The core story – a man caring for his stroke-stricken wife – is entirely invented, as is the setting and all of the characters. But the tone of the novel comes from growing up in a small town where everyone knows each other, and where people are far more interested in what’s going on across the road than they are anything else in the world.

Having moved to a small village myself, knowing everyone’s business is becoming a regular feature of life and was an aspect to the novel that I particularly enjoyed. Are the various protagonists who Gordon spies on particular archetypes you had in mind?

Not really, to be honest. I’m just fascinated by the way in which we think we know (and happily gossip about) our neighbours, when really we know so little. All we ever know about people, including colleagues, friends and even family to an extent, is the things they choose to share. We know fragments and snippets of people’s lives, and then we fill the gaps with hearsay and assumption. It’s what we don’t know that are usually the interesting bits.

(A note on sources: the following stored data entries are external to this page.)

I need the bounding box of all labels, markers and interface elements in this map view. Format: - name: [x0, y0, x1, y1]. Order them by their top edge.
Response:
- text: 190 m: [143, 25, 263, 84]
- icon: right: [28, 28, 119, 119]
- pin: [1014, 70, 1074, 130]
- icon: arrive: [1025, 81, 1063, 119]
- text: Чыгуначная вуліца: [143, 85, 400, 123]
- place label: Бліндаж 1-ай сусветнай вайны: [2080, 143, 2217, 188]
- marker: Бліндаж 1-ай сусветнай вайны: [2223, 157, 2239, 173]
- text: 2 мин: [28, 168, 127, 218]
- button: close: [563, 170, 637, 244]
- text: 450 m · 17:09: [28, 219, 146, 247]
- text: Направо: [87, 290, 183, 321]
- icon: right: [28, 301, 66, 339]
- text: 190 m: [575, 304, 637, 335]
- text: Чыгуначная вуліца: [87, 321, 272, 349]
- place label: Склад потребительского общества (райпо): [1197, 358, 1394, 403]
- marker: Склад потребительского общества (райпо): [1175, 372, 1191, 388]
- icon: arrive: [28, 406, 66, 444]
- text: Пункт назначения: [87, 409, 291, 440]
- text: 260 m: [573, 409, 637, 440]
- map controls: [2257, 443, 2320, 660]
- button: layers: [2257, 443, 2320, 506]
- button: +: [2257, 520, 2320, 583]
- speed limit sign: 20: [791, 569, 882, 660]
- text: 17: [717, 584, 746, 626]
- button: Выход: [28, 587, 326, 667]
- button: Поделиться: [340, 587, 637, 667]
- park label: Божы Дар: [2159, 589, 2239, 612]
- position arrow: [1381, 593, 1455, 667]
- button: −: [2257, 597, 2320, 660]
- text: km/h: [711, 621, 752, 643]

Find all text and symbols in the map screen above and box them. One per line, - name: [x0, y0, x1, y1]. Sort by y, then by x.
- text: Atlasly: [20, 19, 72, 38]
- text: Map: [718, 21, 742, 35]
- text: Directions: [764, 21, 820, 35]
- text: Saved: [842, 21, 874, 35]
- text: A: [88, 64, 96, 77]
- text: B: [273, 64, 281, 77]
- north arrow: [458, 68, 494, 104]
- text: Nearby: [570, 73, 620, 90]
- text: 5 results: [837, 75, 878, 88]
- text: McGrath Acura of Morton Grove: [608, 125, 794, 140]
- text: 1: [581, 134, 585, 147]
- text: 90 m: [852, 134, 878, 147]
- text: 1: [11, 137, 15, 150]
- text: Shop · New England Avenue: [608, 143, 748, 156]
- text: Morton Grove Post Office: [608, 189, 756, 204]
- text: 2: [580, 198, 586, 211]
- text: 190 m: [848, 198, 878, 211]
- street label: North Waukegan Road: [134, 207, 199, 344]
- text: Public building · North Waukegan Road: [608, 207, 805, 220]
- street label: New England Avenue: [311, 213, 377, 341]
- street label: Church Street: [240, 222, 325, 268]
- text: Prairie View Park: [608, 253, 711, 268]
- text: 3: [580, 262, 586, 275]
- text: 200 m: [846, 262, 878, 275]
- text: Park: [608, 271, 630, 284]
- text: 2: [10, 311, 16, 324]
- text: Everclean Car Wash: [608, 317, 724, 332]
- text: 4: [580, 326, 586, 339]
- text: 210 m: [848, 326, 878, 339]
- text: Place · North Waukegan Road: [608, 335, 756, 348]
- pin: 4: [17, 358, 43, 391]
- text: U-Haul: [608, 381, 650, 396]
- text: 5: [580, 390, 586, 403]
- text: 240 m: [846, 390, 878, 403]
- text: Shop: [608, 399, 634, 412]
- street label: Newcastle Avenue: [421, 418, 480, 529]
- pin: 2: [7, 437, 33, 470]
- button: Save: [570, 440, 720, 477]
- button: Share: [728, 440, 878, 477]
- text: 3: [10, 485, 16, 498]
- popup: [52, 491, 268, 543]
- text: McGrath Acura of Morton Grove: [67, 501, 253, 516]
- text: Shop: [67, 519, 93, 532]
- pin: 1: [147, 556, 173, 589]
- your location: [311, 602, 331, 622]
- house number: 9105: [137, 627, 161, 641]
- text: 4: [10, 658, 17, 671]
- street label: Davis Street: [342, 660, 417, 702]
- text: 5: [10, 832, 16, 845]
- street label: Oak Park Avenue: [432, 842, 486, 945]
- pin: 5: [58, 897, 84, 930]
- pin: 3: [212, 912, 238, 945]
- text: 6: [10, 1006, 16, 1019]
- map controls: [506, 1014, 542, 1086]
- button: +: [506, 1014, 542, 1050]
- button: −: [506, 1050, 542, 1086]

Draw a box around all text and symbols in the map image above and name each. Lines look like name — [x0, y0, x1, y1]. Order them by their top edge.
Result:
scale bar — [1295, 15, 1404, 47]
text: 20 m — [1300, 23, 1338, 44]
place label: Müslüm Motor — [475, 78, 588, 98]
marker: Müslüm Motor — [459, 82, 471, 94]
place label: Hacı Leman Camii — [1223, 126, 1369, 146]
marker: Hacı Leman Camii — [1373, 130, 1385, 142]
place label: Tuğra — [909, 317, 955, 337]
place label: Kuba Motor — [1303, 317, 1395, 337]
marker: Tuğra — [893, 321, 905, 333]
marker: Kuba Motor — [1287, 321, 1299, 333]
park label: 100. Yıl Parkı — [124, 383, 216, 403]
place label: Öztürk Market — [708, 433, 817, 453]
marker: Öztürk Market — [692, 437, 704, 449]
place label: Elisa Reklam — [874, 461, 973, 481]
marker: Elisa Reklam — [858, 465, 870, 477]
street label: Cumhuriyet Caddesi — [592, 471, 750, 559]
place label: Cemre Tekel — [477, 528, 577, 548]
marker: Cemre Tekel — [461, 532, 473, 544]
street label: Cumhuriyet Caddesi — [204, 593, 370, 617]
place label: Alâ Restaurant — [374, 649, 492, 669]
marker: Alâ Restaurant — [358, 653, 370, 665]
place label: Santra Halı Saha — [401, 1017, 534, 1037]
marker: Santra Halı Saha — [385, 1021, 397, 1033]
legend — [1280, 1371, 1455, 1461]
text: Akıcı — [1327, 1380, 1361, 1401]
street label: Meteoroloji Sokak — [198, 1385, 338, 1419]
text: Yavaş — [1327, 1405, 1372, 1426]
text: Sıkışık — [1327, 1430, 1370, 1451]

Were the eccentricities of Gordon’s neighbours and, indeed, Gordon himself, inspired by people in your own life? (caaarreful now!)

Ha! No, I can honestly say that they weren’t. There are phrases and passages which some people in my life may recognise, but there’s nothing in the novel that’s based on any specific person or event.

What inspires you? Did you almost write a novel about something else entirely?

A is for Angelica was always going to be what it’s ended up being, although the story came about organically, as I said earlier. I’m not sure if there’s anything in particular that inspires me to write, but I can say that my new novel is directly inspired by an object I found when clearing my auntie’s house, and by a recent, high-profile news story!

Has your copywriting career prepared you for life as a published author? In what way?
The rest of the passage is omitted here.